The settlement closes an embarrassing chapter for Union County, which was beset with criticism from the state for the poor conditions in which it kept juveniles in the months leading up to Sinclair’s death.
The county was under increased state scrutiny for running a sub-standard facility despite more than two years of warnings to improve conditions. The county ignored various state directives to stop overcrowding. Three youths were often jammed into a single cell, and were locked down for 18 to 20 hours at a time. At various points, there were as many as 70 youths in the facility, even though it was built for half that number.
Sinclair’s suicide occurred without the notice of any of the guards who were supposed to be watching him.

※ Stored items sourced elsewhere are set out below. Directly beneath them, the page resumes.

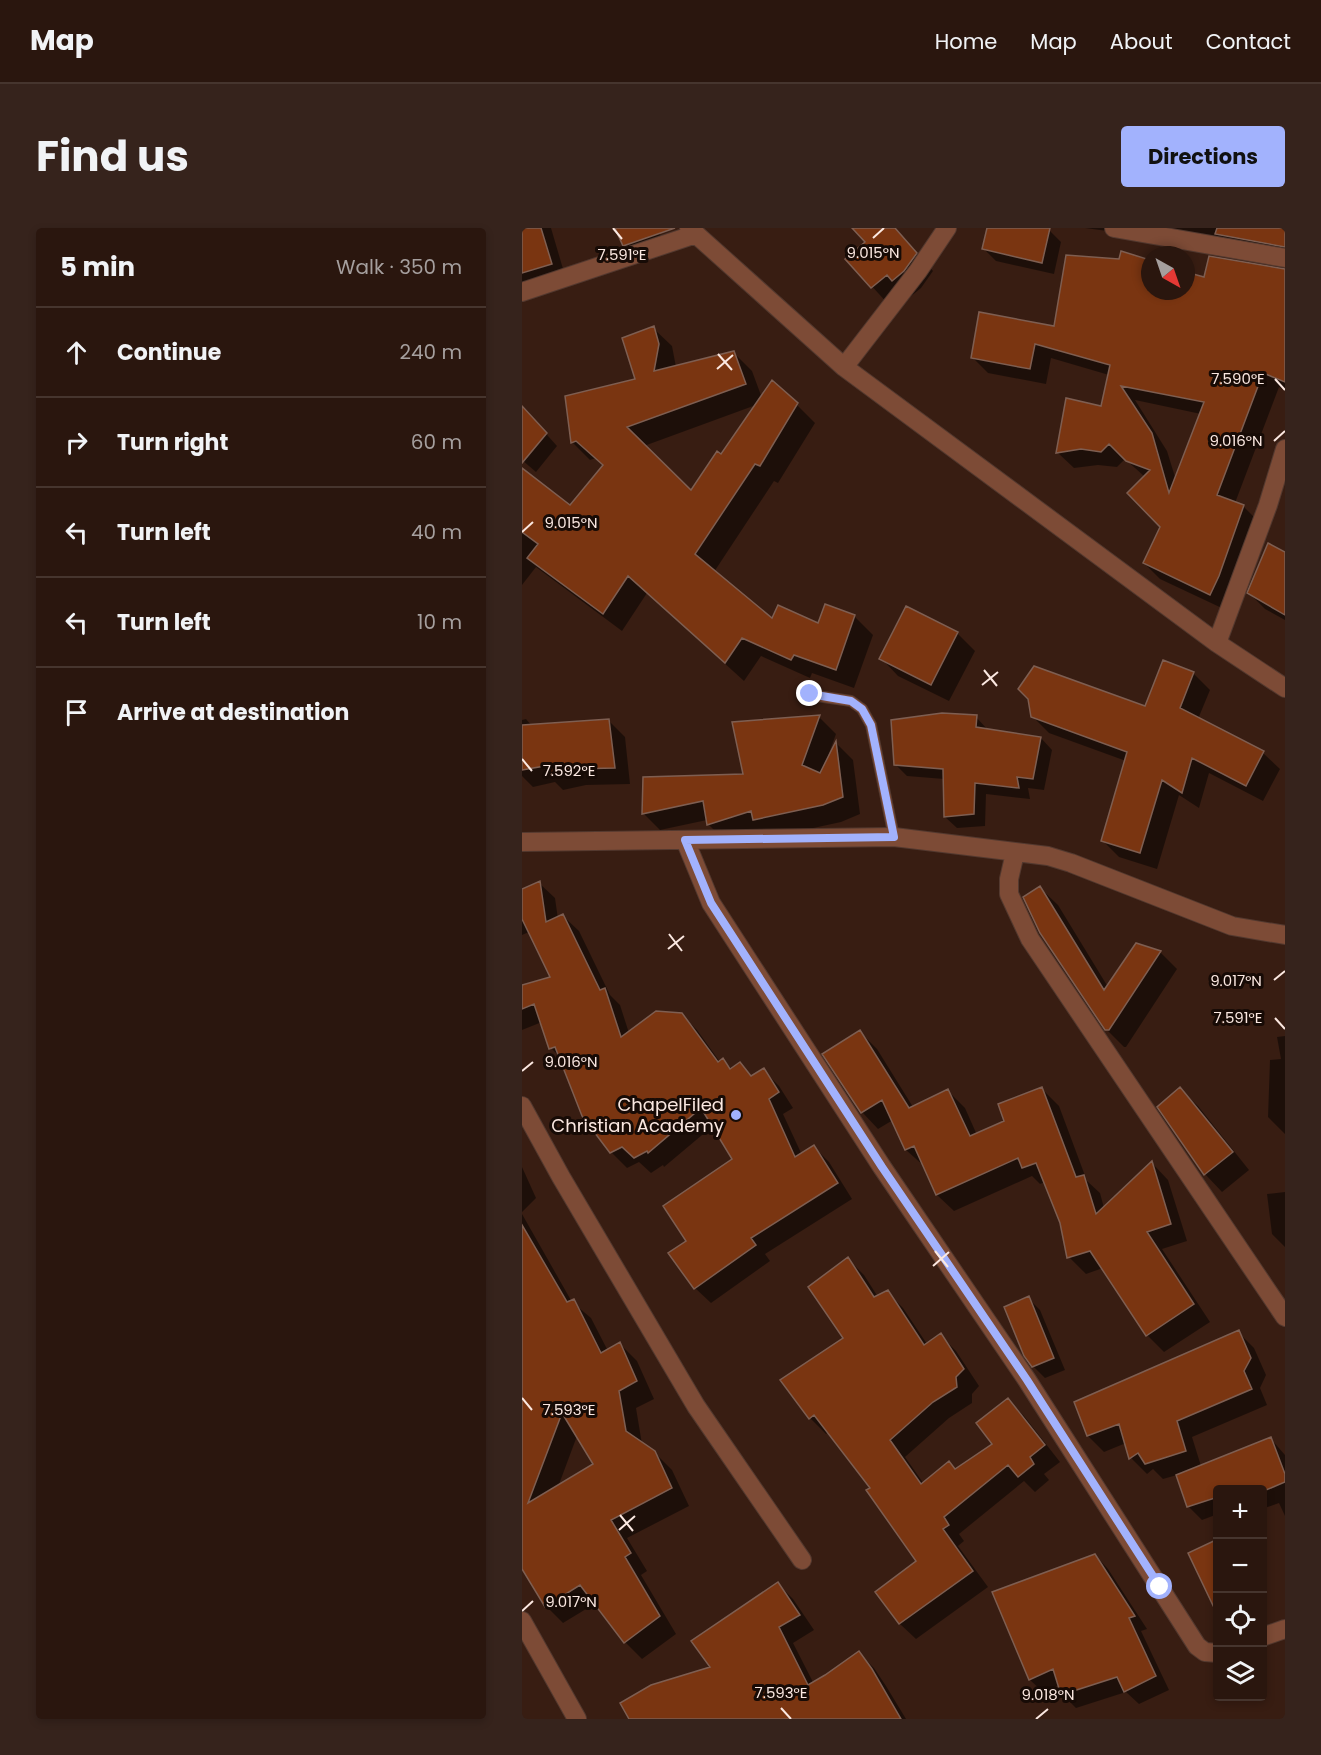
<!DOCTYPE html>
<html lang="en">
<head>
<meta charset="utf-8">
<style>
  body { margin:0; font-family:Poppins,sans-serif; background:#36231c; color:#f1f3f6 }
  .controls { position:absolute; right:18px; bottom:18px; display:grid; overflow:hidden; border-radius:6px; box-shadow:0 3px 9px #0003 }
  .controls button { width:54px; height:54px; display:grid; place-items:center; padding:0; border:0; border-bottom:2px solid #46352e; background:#2a160e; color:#f1f3f6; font:30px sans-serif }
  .compass { position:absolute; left:619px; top:18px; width:54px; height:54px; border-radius:50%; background:#2a160e; box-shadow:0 3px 9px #0003; rotate:140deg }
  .stop { position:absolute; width:18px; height:18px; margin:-14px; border:4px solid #a2b2fd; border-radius:50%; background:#fff }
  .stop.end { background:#a2b2fd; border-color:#fff; box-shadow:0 2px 6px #0008 }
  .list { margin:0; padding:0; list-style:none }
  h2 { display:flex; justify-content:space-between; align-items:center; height:78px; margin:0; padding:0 24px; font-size:26px }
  h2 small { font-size:20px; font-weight:400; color:#a59f9e }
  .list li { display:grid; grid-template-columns:39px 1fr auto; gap:18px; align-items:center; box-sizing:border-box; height:90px; padding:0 24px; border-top:2px solid #46352e }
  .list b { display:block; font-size:22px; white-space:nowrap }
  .list em { font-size:20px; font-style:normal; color:#a59f9e }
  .icon { flex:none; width:33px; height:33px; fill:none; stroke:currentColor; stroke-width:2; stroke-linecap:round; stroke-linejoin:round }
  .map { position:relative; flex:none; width:763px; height:1491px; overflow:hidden; border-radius:6px }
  header { display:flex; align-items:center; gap:36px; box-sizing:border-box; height:84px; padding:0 30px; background:#2a160e; border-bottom:2px solid #46352e }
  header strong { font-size:28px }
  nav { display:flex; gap:33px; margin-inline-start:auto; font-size:21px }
  .intro { display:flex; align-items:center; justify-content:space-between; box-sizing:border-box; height:144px; padding:0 36px }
  h1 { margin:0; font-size:42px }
  .button { padding:15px 27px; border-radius:6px; background:#a2b2fd; color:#111; font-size:21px; font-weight:700 }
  main { display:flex; gap:36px; padding:0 36px }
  aside { flex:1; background:#2a160e; border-radius:6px; box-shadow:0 3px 9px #0003 }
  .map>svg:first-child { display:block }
  .shadow { fill:#0007; fill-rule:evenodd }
  .building { fill:#7a3511; stroke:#7e5e51; stroke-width:1.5; fill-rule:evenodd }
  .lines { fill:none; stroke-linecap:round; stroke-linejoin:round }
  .lane-casing { stroke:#53392f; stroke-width:12 }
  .street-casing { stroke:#53392f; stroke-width:20 }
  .lane { stroke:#7d4b36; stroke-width:10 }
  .street { stroke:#7d4b36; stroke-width:18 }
  .route { stroke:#a2b2fd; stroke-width:8 }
  .ticks { fill:none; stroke:#fbe8e1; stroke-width:2 }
  .poi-dot { fill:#a2b2fd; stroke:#170b06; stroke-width:2 }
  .labels { text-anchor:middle; stroke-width:6; stroke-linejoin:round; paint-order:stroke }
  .poi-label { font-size:18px; fill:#fbe8e1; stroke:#170b06; text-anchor:end }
  .ticks-label { font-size:15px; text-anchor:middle; fill:#fbe8e1; stroke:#170b06; stroke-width:6; stroke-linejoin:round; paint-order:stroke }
</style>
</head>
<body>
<header>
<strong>Map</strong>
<nav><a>Home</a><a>Map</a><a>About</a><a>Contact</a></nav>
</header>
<div class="intro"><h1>Find us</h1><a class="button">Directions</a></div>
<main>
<aside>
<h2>5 min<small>Walk · 350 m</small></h2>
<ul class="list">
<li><svg class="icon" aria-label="ahead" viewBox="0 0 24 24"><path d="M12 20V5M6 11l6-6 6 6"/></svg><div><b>Continue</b></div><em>240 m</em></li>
<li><svg class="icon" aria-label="right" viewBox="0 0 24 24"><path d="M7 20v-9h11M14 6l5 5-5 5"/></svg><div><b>Turn right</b></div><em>60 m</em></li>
<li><svg class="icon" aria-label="left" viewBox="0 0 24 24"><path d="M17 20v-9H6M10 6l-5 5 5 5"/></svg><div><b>Turn left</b></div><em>40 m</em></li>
<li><svg class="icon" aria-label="left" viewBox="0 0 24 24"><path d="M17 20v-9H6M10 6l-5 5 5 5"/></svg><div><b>Turn left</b></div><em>10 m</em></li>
<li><svg class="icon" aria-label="arrive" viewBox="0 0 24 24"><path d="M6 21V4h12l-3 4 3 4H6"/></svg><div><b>Arrive at destination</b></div></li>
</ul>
</aside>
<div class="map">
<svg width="763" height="1491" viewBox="0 0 763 1491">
  <rect width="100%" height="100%" fill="#381d12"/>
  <path class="shadow" d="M0,0h29l15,51 -44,13z
    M94,0h41l9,19 -30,10 -11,-11z
    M345,0h28l38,43 -12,17 -11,9 -6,-6 -15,14 -41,-45 19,-18z
    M466,0h53l8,2 12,12 -7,32 -58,-13 -12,-12z
    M563,0h200v28l-89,-13z
    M664,45l19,6 80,2v109l-6,-3 -44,116 8,3 16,16 -33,88 -66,-31 -16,-16 18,-36 -17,-50 -20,-18 -8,8 -19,-2 -24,3 -16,-15 45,-45 6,-33 -58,-17 -5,26 -58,-11 -16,-16 178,-66h36zM613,172l66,14 -25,66 -9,-29z
    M131,100l19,18 4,21 58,-14 18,18 10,27 35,7 18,18 -37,60 -4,-2 -60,91 59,48 46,5 35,-9 19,19 -19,53 -42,-15 -2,5 -49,-22 -17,25 -97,-88 -25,38 -86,-64 -14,18v-103l48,25 34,-41 -8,-8 -6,2 -18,-18 65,-62zM234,177l-35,51 -30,37 -47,-47z
    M0,179l35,39 -21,26 -14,-12z
    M763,326v66l-20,-11 -16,-16z
    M435,405l18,18 -26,50 -51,-25 -17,-18z
    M671,445l17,17 -12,29 65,34 17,16 -17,32 -54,-28 -10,35 -20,-13 -22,74 -38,-12 -16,-16 23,-80 -77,-28 -17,-17 114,-8z
    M297,489l17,17 -8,22 2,1 7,-13 16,16 7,54 -19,8 -69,15 -7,-8 -40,12 -17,-17 -1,-4 -47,10 -17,-17 102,-37z
    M454,489l12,13 53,8 11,12 -8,40 -16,-2 2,11 -44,-5 -1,32 -28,2 -12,-11 -1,-38 -37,-3 -12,-12z
    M4,491l6,7 77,-5 16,16 5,47 -44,1 -23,5 -8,-8 -22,5 -11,-11v-56z
    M17,655l16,15 3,21 5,-3 16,15 31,64 10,10 9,28 52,-19 16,16 23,32 3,-2 9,9 8,-5 13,13 10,-7 16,16 14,22 -10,6 19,41 12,-8 15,15 23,37 -87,55 5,7 -59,42 -16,-15 -7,-47 46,-82 -20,-34 -50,42 -1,-2 -12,8 -12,-11 -12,6 -16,-16 -50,-94 -10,-10 -9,-26 -20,8v-44l30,-8 -23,-46 -7,3v-44z
    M518,660l18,17 50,82 52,-35 17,17 -51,78h-2l-18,-18z
    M338,804l17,17 36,58 35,-16 17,17 12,27 29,-14 36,-32 17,17 28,75 13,12 4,15 48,-45 16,17 19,61 -25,8 48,73 -46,30 -17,-17 -44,-67 -17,6 -17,-17 -8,-34 -16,-41 -5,2 -8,-8 -78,35 -17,-16 -13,-29 -18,-16 -13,-30 -15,9 -16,-17z
    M763,808v98l-17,-17 2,-57 11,-1 -4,-22z
    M658,861l18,17 51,64 -27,22 -17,-18 -46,-67z
    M0,939l14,31 -14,14z
    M763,964v55l-13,-13 -5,-40z
    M0,986l50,88 19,16 17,33 12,-7 17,17 17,38 -18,9 6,36 12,8 18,18 17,36 -62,32 20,33 -6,4 35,59 -34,25 -17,-17 -29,-39 -33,20 -17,-17 -24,-40v-58l8,-4 -8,-14zM55,1208l18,29 -37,22z
    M326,1031l16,16 14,22 9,-5 16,16 24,36 13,-9 16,16 23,35 -7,8v9l-23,15 -44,39 19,27 32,-14 38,-25 14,-45 16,16 36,46 -16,12 5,6 -14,12 -11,-11 -65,53 5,7 -6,5 30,41 -72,52 -16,-15 -23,-32 41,-30 -46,-74 -43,-56 -3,2 -16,-16 -28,-38 63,-41z
    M506,1070l12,12 25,60 -20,8 -12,-12z
    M716,1104l16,16 12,27 -6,13 7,17 -75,32 9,29 70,-27 14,16v61l-6,-13 -17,6v-19h-44v24l-16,6 -14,-14 -11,-31 -14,4 -10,-10 -6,5 -16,-16 -5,-15 -22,9 -16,-16z
    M573,1327l13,14 39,60 -6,2 28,59 -30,14 -13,-12 -50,16 -14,-14 -3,-9 -15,8 -14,-13 -36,-87z
    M256,1356l15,15 21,31 -21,13 21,41 45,-31 15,15 12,18 20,33h-275l81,-52z"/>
  <path class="building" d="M0,0h19l11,36 -30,9z
    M93,0h60l-52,18z
    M330,0h43l22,25 -13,18 -12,10 -5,-6 -16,13 -26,-29 20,-17z
    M465,0h63l-8,35 -60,-14z
    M695,0h68v19l-70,-13z
    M599,23l29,9v31h36v-19l18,5 5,-21 76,13v113l-22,-9 -46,122 27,10 -25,71 -9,19 -67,-32 17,-36 -33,-34 23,-23 -24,-9 -17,-17 -8,8 -20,-3 -25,4 10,-55 35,8 9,-41 -75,-21 -5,25 -59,-11 8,-46 75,14 12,-71 53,4zM599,158l83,16 -35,91 -17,-60z
    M132,98l5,18 -5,27 80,-20 12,33 -119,43 64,63 26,-39 4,3 51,-74 26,23 -38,63 -5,-2 -60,90 77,64 6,-13 40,18 7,-19 30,11 -19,55 -42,-15 -3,5 -49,-22 -17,25 -97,-87 -25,38 -76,-56 11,-14 -16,-12v-64l48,37 33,-40 -27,-24 -5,2 -6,-47 70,-17 -13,-41z
    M0,178l25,27 -25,30z
    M746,315l17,9v63l-38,-22z
    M384,378l52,26 -27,53 -52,-26z
    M641,432l31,12 -14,36 84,43 -18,35 -54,-28 -10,35 -20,-13 -22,73 -39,-12 26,-89 -96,-35 -3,-18 -10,-10 16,-23 111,40z
    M420,485l35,2 -1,12 65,10 -8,42 -16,-2 2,11 -44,-5 -1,31 -30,3 -1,-48 -49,-4 -3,-45z
    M298,487l-18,50 18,8 16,-32 7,56 -20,8 -70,15 -2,-9 -44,14 -4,-24 -61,13 1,-37 100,-3 -11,-52z
    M87,491l6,49 -45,1 -24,6 -1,-9 -23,4v-45z
    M18,653l6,41 17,-8 37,76 5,-2 16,49 35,-26 26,2 36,49 5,-4 7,11 10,-7 11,14 13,-8 15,24 -10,7 26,58 19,-12 24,38 -87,55 5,7 -62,44 -26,-36 18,-12 -23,-35 69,-47 -31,-51 -53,45 -1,-2 -13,7 -12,-11 -12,6 -28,-37 -27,-69 -6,2 -15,-45 -12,5v-24l28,-8 -28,-58v-30z
    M518,658l64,104 32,-47 25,8 -52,79h-4l-65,-97 -17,-36z
    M338,802l49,78 39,-19 22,47 34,-15 -6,-17 44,-17 34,90 8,-2 12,39 56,-53 19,63 -24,8 47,72 -48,32 -56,-85 -23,7 -7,-35 -24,-60 -14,5 -4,-10 -82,37 -22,-49 -9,4 -23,-50 -21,13 -39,-59z
    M658,859l53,65 -29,23 -47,-68z
    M0,997l45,77 7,-3 27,54 19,-11 17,39 -18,10 7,40 29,20 17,37 -61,32 20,33 -6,4 35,59 -36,27 -44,-58 -35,22 -23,-38zM40,1185l31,51 -65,39z
    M326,1029l26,40 14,-7 36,55 17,-12 23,36 -8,8 1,10 -24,15 -43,38 31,44 28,-23 6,8 37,-25 -16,-21 32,-25 37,47 -15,12 4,7 -16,13 -10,-12 -64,52 5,8 -6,4 30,42 -74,53 -24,-32 41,-31 -50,-71 4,-2 -56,-73 -5,4 -29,-39 63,-42 -35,-51z
    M507,1068l25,62 -22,9 -8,-11 -20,-49z
    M717,1102l12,28 -7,13 8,18 -75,32 9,30 -41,13 -7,-11 -9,6 -10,-35 -32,12 -13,-34z
    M749,1209l14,37v8l-19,8h-48v7l-31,10 -11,-32z
    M696,1311v77l-30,-63z
    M573,1326l40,62 -6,2 27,58 -32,16 -7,-15 -56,18 -8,-26 -24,11 -37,-88z
    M256,1354l22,33 -21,12 29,58 17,-10 34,-24 13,18 29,50h-272l-9,-16 31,-18 59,-18 -19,-26z"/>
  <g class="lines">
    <g class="lane-casing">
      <path id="lane" d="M288,467l41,6 11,8 9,16 23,112"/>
    </g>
    <g class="street-casing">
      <path id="street" d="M167,0l155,139 373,276 68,45
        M592,0l171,30
        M0,64l174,-58
        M322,139l74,-96 29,-43
        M695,415l51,-138 17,-56
        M163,612l26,63 171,264 145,213 170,266 8,6 13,1
        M0,614l372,-5 154,19 23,7 161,63 53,9
        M493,625l-6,26v15l21,45 255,378
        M0,878l39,71 135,229 106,154
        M0,1393l55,98
        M740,1409l23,-8"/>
    </g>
    <use href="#lane" class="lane"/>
    <use href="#street" class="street"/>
  </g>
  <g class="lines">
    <path class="route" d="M288,466l41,7 11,8 9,16 23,112 -209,3 26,63 171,264 145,213 133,207"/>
  </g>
  <path class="ticks" d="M91,0l9,11M351,10l11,-10M196,126l14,16M195,141l16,-14M753,151l10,11M752,213l11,-10M0,304l11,-10M462,442l13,16M460,457l16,-13M0,531l10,12M147,706l13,17M146,721l16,-13M752,752l11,-9M753,790l10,11M0,843l11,-9M413,1023l13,16M411,1038l16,-14M0,1170l10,12M98,1287l13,16M97,1302l16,-14M0,1383l11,-10M259,1480l10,11M514,1491l12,-10"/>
  <circle class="poi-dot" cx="214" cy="887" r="6"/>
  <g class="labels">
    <g class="poi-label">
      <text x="202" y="883">ChapelFiled<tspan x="202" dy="21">Christian Academy</tspan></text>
    </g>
  </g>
  <g class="ticks-label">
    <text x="351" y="30">9.015°N</text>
    <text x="100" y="32">7.591°E</text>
    <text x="716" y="156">7.590°E</text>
    <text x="714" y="218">9.016°N</text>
    <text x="49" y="300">9.015°N</text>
    <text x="47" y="548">7.592°E</text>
    <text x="714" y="758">9.017°N</text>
    <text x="716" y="795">7.591°E</text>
    <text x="49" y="839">9.016°N</text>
    <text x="47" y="1187">7.593°E</text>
    <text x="49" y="1379">9.017°N</text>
    <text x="259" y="1470">7.593°E</text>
    <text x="526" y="1472">9.018°N</text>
  </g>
</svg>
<div class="controls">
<button>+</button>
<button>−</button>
<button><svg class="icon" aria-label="locate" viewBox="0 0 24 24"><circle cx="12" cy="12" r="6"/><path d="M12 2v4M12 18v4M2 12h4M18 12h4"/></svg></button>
<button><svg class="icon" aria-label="layers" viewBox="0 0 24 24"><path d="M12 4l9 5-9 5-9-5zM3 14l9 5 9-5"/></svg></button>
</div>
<svg class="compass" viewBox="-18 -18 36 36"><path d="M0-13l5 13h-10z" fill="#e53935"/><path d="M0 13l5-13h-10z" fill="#a59f9e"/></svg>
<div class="stop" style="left:638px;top:1359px"></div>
<div class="stop end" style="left:288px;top:466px"></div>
</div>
</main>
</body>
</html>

He was locked and isolated in his cell, allowed out only to speak to his mother and participate in a court hearing.
It was Sinclair’s roommates, not the guards, who found him.
Sinclair’s death brought changes, many forced on Union County by the state Juvenile Justice Commission - which oversees juvenile detention centers.
The county had to fumigate for rodents, paint walls and clean grates and limit the population at the facility to 34 - the number the Juvenile Justice Commission said it could safely keep in the building perched on top of a parking garage on Elizabethtown Plaza.
More than a year after Sinclair’s death, the state Office of the Child Advocate looked into Union County’s handling of the juvenile detention center and criticized it for the deplorable conditions to which Sinclair and other juveniles were exposed.
As a result of the state criticism, a new detention center is being built in Linden which will have room for 76 juveniles. The new building should be ready by March 2008, according to the county.